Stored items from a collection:
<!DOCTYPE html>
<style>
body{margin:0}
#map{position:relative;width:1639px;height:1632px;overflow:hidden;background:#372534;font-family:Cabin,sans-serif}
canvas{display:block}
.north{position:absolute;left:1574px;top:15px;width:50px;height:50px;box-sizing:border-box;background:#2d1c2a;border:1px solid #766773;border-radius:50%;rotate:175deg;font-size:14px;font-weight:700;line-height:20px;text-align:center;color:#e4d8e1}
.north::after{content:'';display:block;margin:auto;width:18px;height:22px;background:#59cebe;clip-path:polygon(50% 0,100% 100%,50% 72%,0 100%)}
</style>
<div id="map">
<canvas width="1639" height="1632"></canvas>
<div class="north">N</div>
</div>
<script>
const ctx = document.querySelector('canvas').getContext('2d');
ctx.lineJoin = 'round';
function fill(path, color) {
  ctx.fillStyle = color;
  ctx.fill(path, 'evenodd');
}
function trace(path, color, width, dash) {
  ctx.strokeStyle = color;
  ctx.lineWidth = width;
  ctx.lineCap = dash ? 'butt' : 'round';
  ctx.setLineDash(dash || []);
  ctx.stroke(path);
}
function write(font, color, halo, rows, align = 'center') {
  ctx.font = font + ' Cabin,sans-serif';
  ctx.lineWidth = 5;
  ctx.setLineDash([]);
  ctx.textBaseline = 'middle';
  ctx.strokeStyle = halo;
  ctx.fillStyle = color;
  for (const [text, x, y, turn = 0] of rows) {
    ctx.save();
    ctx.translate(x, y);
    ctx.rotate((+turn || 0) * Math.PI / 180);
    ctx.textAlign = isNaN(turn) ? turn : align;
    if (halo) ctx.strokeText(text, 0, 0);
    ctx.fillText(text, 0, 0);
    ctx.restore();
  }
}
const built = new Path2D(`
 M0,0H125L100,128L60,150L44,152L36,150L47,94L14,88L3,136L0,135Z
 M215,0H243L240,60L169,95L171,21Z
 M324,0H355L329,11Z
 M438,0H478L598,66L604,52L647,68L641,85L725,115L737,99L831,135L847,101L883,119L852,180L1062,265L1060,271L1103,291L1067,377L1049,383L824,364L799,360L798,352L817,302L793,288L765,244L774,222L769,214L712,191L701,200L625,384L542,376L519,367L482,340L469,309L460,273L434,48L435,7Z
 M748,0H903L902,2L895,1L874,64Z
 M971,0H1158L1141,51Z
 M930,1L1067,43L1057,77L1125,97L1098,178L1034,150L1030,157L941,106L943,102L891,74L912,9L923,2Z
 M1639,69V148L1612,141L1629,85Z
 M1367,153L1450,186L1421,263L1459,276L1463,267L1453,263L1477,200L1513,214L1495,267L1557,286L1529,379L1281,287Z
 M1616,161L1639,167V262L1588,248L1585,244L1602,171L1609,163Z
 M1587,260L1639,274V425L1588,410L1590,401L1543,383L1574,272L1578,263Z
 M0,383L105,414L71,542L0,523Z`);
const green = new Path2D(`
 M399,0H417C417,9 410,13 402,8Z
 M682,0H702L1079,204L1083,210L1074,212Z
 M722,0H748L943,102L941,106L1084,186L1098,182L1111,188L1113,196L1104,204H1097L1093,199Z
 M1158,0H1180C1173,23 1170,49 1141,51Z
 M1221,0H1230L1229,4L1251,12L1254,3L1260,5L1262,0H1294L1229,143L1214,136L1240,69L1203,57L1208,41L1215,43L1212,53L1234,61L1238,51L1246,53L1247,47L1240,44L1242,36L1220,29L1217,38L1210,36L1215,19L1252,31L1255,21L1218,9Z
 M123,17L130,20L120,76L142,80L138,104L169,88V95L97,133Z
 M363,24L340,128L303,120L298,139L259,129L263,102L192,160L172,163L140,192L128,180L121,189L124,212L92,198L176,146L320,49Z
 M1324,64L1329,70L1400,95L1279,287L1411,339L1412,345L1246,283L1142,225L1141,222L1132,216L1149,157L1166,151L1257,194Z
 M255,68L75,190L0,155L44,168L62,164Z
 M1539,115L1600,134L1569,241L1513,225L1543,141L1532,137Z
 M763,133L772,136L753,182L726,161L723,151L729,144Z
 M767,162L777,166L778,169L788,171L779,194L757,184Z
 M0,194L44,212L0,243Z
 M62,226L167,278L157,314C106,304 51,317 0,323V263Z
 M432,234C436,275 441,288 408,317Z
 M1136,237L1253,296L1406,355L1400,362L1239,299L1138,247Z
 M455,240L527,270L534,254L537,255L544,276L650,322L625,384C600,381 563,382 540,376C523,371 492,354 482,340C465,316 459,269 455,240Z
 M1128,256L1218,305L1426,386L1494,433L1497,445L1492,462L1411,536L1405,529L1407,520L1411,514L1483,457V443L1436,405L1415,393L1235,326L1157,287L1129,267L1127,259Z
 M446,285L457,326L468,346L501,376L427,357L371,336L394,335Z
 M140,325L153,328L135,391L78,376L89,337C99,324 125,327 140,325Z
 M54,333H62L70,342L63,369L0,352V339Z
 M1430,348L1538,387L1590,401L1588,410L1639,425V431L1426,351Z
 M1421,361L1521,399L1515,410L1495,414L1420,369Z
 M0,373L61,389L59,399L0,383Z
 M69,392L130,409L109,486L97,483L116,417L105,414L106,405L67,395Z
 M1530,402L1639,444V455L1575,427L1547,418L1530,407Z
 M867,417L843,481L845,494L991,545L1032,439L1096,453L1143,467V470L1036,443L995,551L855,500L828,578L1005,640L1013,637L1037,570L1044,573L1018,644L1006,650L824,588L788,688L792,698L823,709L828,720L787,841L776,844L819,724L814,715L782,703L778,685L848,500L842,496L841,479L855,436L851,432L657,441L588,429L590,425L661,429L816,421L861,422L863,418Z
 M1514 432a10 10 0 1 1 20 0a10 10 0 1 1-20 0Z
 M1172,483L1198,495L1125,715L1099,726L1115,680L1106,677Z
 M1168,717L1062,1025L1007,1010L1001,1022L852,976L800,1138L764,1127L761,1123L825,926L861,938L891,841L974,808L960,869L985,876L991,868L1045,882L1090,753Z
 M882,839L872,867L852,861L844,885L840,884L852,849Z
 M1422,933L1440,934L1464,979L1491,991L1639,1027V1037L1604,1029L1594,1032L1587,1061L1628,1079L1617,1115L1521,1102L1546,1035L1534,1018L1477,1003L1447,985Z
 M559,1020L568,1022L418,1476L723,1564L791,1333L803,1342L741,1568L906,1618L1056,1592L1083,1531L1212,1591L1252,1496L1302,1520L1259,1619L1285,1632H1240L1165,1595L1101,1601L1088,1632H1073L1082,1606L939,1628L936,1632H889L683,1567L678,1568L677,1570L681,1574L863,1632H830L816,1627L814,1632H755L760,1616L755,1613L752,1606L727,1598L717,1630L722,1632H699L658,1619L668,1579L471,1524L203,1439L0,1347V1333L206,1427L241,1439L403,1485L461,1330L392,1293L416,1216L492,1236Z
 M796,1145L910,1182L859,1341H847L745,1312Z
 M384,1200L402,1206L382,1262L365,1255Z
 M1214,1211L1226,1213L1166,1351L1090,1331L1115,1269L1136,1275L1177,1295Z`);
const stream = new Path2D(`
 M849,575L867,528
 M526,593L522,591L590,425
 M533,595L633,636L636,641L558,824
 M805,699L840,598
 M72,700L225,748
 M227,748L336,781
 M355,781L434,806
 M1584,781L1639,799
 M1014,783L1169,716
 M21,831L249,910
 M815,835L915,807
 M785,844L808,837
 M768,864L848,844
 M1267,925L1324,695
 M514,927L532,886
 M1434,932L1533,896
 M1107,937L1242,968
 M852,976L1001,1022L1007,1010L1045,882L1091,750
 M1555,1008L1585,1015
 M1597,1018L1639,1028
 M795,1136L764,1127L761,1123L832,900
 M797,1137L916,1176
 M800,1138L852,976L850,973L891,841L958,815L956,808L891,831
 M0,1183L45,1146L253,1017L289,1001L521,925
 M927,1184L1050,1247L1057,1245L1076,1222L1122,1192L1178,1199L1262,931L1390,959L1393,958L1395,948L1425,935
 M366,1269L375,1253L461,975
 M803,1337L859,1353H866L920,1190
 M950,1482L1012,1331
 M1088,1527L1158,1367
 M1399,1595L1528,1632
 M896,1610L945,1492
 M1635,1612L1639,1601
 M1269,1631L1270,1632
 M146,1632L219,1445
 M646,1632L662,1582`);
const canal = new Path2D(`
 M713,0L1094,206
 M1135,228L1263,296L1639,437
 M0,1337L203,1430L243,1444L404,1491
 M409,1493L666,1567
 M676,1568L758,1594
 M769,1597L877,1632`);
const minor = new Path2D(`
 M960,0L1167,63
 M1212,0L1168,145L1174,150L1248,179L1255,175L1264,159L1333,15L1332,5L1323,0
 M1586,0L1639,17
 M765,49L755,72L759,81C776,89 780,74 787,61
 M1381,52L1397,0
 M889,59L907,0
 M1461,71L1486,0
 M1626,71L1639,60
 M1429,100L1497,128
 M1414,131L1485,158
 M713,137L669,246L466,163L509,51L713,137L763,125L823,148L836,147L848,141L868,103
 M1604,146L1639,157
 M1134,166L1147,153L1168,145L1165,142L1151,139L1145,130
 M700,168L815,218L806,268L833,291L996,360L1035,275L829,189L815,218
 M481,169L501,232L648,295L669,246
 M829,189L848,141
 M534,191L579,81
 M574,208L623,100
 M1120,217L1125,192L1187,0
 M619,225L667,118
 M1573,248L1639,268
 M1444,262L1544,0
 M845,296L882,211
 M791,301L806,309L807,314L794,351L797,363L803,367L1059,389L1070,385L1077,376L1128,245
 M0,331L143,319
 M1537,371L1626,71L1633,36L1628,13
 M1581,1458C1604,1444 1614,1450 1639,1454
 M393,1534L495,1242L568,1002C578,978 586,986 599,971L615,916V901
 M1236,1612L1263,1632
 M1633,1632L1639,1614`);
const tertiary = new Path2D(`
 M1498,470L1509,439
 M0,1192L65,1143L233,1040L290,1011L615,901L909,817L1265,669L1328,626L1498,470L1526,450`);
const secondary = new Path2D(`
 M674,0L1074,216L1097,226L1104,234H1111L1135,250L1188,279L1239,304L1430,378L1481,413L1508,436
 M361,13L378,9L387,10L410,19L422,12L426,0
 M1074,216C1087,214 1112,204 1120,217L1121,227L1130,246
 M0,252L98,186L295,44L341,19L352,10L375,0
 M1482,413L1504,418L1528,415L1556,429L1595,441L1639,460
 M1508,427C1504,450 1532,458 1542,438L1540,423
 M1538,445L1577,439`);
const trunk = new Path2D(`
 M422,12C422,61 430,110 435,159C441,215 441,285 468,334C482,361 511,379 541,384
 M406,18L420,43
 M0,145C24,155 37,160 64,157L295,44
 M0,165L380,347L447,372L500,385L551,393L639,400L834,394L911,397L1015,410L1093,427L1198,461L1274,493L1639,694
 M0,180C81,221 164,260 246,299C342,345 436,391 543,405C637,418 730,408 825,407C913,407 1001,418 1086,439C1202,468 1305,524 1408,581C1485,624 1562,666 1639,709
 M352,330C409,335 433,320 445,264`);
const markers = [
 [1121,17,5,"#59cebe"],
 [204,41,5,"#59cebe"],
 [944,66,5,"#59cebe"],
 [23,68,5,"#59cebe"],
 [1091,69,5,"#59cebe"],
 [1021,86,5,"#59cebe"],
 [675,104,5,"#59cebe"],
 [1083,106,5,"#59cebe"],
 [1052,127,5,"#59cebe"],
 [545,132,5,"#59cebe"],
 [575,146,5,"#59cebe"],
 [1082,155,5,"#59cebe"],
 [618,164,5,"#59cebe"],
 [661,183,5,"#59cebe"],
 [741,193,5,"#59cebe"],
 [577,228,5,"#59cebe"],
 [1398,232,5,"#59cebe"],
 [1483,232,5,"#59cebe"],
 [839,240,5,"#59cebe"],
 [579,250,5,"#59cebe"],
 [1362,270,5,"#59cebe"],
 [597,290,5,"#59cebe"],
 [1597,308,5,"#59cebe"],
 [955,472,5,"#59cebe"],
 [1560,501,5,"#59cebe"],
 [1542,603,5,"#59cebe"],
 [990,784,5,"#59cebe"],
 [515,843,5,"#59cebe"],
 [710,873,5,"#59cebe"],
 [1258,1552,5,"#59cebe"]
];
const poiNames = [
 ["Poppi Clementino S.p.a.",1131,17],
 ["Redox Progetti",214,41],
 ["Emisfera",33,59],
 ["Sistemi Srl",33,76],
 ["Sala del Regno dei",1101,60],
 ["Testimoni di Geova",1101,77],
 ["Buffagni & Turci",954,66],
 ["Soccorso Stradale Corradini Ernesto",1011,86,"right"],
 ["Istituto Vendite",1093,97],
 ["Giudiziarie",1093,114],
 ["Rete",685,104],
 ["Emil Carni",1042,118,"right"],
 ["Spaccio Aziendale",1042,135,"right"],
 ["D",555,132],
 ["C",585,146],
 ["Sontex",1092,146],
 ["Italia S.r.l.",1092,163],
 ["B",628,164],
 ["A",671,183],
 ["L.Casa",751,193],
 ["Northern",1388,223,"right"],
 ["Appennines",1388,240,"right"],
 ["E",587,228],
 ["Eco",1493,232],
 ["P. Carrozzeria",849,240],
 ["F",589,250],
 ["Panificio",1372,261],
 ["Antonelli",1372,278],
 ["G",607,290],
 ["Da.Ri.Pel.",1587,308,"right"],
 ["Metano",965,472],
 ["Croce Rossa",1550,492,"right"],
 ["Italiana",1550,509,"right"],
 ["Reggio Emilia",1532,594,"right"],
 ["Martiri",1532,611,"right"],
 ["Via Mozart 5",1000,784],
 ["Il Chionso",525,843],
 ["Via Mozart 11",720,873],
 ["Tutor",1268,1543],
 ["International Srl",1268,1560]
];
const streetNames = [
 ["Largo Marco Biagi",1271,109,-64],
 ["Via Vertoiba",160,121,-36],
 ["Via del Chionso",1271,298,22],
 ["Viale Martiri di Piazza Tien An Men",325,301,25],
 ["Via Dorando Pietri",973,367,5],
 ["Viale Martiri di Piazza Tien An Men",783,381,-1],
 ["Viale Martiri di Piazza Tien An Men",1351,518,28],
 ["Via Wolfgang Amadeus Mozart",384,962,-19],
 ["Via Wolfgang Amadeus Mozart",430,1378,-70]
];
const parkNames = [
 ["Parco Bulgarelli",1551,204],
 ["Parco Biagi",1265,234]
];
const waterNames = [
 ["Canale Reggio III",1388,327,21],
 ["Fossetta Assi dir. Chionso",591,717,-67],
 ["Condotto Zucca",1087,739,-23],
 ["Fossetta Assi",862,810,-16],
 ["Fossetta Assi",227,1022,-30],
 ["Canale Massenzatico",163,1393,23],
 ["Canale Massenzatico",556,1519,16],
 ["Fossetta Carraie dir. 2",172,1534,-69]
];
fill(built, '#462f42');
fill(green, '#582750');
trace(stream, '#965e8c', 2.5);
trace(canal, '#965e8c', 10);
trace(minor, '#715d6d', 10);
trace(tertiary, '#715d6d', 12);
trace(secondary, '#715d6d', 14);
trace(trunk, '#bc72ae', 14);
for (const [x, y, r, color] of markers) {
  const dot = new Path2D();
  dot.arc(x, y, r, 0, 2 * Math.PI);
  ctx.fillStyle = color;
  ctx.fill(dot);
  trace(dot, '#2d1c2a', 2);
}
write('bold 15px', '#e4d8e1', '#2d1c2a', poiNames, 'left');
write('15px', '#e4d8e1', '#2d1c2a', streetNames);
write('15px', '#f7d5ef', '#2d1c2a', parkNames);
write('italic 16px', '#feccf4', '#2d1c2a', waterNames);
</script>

### Try it
The number of lines in the entries holding the word "canvas" is what is needed. Supply that number only.

### Response below
3